Panel Paper: Examining an 'experimental' Food Security Measure for Households with Children

Thursday, November 3, 2016 : 8:35 AM
Columbia 8 (Washington Hilton)

*Names in bold indicate Presenter

Alisha Coleman-Jensen, Matthew P. Rabbitt and Christian Gregory, U.S. Department of Agriculture


This paper describes and examines an alternative food security measure to that currently used in official statistics published by the Economic Research Service. A review of USDA’s food security measurement methods by the National Academies Committee on National Statistics found that there are some biases in the measure that should be addressed to make estimates of food insecurity between households with and without children more comparable. The motivation for developing this new measure was to address these potential biases with a straightforward approach. In presenting this new measure, Nord and Coleman Jensen (2016) argue that it is to be preferred on statistical and measurement-theoretical grounds. In this paper, we examine whether the approach is also to be preferred based on empirical comparisons with alternative measures of food adequacy: in particular, we focus on food insufficiency, needing to spend more to meet food needs, using a food pantry, dietary quality and health status.
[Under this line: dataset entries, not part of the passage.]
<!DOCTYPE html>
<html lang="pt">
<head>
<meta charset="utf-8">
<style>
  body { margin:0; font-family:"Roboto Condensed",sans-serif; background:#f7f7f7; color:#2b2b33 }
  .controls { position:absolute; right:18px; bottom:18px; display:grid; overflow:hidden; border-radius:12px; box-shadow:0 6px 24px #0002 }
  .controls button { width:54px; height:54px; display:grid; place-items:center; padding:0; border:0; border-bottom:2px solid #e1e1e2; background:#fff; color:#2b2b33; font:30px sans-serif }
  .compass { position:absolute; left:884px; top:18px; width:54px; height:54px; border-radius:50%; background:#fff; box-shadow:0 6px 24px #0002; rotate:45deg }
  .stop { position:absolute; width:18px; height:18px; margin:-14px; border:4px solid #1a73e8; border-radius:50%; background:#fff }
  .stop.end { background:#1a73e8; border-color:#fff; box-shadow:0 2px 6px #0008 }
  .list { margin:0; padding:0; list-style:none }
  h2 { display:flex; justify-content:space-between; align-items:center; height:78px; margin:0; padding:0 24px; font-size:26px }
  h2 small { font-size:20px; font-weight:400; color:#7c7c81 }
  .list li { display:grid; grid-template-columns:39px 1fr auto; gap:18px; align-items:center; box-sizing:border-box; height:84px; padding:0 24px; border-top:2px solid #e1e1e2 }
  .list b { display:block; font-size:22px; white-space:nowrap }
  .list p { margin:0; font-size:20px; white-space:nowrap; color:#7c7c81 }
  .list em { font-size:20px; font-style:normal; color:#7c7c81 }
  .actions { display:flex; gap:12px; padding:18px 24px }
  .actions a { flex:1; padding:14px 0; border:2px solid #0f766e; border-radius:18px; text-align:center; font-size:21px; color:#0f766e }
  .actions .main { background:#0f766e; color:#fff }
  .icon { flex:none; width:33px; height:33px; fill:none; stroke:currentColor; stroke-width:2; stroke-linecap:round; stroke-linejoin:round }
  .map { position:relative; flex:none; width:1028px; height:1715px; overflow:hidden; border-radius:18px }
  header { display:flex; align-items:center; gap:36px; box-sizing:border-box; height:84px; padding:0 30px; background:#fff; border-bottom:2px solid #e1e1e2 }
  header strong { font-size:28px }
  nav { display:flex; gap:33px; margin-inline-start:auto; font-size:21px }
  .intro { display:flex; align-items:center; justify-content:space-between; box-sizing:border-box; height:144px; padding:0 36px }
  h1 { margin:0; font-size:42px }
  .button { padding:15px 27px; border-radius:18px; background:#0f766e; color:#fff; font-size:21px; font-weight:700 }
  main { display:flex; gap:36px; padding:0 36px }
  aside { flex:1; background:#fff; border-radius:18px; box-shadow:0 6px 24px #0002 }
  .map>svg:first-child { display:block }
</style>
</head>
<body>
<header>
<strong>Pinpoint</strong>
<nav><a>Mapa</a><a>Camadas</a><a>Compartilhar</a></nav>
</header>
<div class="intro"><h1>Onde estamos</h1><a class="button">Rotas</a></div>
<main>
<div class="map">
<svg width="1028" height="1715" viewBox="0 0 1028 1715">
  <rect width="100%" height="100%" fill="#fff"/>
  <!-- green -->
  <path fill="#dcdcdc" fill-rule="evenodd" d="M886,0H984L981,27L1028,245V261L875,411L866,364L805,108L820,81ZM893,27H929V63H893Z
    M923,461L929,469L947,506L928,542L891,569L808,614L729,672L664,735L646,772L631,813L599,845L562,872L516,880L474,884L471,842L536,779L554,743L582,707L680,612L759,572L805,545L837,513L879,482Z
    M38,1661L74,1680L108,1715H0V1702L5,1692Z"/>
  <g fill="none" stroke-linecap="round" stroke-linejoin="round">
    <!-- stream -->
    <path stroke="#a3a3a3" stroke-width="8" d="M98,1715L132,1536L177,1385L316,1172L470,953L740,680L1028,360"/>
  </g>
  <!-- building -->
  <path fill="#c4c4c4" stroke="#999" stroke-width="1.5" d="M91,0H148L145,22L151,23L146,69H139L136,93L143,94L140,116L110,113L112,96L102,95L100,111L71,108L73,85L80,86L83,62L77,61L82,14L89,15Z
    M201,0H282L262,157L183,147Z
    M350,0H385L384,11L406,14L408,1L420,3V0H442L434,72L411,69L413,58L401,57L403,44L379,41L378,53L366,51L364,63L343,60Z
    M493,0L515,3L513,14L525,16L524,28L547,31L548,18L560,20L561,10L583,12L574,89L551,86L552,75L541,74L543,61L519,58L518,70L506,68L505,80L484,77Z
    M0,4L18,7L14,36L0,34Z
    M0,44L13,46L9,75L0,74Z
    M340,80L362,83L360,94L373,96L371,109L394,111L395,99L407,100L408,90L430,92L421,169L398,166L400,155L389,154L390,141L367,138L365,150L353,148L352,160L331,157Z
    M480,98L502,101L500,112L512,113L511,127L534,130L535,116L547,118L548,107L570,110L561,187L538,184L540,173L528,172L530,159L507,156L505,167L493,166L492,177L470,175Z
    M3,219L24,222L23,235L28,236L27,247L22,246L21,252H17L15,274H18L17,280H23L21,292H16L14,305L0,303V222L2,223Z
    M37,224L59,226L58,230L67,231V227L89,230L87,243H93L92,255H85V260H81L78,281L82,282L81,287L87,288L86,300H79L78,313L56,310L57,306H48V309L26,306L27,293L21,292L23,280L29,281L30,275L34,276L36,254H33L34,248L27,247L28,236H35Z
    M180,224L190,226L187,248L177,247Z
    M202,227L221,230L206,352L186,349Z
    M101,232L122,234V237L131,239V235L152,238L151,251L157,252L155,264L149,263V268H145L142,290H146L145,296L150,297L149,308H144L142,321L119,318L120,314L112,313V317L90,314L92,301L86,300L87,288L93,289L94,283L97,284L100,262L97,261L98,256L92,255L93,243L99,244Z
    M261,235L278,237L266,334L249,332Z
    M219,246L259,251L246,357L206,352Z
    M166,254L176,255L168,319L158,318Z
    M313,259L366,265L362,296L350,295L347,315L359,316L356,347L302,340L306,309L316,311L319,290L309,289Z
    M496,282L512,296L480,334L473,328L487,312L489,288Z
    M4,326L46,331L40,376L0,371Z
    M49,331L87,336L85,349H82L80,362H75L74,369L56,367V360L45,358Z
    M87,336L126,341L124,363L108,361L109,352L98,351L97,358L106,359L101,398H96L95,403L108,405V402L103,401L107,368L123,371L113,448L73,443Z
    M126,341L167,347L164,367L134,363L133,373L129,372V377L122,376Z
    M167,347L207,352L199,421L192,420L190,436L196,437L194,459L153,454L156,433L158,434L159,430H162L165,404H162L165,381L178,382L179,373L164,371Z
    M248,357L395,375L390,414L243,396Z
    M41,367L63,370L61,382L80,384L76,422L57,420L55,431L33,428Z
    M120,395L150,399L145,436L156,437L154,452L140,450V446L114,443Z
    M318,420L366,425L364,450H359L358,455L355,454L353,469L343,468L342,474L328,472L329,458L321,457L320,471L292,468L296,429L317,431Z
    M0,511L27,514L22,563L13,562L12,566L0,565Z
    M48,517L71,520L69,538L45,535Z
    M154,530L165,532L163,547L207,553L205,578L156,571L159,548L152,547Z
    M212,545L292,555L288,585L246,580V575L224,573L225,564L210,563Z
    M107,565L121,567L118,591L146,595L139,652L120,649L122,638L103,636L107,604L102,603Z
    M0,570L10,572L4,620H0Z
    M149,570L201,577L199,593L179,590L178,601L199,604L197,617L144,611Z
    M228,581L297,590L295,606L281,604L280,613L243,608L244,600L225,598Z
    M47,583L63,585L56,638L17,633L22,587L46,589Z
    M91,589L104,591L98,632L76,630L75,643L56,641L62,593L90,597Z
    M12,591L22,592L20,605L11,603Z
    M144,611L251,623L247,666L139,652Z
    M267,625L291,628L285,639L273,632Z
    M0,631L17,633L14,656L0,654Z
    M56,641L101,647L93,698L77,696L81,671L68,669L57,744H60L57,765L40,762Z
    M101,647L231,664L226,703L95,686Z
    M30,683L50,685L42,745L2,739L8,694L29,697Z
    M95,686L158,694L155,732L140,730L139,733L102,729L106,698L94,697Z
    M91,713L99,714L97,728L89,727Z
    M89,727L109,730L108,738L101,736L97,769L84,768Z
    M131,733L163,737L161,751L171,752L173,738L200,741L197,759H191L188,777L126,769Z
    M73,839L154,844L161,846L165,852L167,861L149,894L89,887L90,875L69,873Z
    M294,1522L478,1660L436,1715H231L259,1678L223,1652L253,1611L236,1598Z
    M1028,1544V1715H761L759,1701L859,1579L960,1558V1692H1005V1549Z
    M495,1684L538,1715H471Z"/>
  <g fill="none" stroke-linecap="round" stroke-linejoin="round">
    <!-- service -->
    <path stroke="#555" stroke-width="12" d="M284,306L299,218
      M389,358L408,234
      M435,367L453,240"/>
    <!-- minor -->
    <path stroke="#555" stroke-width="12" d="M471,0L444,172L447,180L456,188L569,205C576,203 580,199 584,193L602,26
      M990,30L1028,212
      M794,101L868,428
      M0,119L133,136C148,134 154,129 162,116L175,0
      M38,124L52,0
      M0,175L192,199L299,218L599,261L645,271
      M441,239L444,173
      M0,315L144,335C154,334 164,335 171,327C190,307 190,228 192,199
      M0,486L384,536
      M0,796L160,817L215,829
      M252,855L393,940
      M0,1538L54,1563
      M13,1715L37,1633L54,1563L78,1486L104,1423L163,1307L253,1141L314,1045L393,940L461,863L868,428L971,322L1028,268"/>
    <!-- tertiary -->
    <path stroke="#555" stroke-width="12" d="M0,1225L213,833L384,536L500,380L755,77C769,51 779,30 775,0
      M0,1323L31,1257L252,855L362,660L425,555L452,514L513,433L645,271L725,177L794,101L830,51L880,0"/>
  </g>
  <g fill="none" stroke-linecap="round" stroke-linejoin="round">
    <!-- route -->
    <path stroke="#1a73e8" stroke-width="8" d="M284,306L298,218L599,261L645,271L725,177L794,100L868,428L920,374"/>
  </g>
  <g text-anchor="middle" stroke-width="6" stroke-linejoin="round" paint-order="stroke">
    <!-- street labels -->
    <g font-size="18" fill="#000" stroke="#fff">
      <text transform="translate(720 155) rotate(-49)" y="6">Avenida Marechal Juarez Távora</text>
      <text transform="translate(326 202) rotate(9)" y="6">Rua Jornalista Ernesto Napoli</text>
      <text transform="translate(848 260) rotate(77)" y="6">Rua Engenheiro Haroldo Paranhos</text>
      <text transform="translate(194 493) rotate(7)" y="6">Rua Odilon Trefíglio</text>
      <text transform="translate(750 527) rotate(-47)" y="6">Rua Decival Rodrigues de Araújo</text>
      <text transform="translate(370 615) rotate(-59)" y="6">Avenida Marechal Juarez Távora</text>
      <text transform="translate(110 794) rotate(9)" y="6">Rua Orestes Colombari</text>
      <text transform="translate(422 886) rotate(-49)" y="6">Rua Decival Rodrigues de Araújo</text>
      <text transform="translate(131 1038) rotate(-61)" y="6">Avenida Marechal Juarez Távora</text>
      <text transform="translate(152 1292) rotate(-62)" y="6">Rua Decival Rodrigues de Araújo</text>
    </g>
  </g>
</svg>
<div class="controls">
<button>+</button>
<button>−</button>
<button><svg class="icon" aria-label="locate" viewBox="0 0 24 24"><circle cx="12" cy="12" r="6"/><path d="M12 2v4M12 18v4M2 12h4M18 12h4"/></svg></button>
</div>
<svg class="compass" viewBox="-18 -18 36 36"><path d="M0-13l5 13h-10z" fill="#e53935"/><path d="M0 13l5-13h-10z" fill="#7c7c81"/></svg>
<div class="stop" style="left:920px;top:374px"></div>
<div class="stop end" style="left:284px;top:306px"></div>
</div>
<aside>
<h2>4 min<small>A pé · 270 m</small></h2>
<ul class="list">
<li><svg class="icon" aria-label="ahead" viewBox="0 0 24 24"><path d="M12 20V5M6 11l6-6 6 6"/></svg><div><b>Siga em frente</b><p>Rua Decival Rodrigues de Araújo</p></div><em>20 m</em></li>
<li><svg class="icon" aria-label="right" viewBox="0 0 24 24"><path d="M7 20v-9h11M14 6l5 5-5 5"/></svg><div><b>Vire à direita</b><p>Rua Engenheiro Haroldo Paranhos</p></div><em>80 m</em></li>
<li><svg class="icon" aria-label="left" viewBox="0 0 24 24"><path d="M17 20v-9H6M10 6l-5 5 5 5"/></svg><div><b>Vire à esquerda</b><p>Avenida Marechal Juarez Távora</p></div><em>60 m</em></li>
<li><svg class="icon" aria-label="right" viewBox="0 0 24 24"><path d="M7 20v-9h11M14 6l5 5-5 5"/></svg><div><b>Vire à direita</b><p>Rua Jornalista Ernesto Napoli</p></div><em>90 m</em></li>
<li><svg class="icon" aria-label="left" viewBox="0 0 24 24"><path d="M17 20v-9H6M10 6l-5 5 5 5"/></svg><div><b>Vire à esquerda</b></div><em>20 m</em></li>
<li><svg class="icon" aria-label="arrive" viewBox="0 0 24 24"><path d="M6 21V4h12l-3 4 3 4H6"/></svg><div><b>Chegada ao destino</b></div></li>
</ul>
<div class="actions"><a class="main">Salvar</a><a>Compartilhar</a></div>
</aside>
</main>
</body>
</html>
The proposed experimental food security measure would address the weakness in the current measure by assessing food security among adults and children separately. This new cross-classification method (experimental measure) utilizes the same survey items, but instead of combining adult and child items to determine household food security status, the experimental measure determines the food security status of adults and of children separately.  If there is either food insecurity among adults or food insecurity among children, the household is be classified as food insecure. With this method, food insecurity among adults is statistically comparable between households with and without children. The experimental food security measure is simply an alternative way of summing responses to the food security scale for households with children, still relies on raw score, and does not require changes in data collection.

Data for the analysis come from two sources. The Current Population Survey Food Security Supplement (CPS-FSS) is the data source for USDA food security statistics and data from the years 2009-2013 are used in this analysis. We examine cross-tabulations of the current/experimental food security measures and alternative measures of food adequacy. We use these frequencies to examine whether the experimental or current food security measure is more consistent with alternative measures of food adequacy. The second data source is the National Health and Nutrition Examination Survey (NHANES). We use these data to examine the associations between the food security measures and dietary outcomes and self-reported health status. We conduct t-tests to determine whether differences are statistically significant. Preliminary findings suggest that although the experimental measure is to be preferred on statistical and theoretical grounds, the current method appears to be more closely associated with alternative indicators of food need and dietary quality. Additional multivariate models will examine how demographic characteristics relate to the probability of food insecurity with each measure and examine the characteristics of those households that differ on the two measures.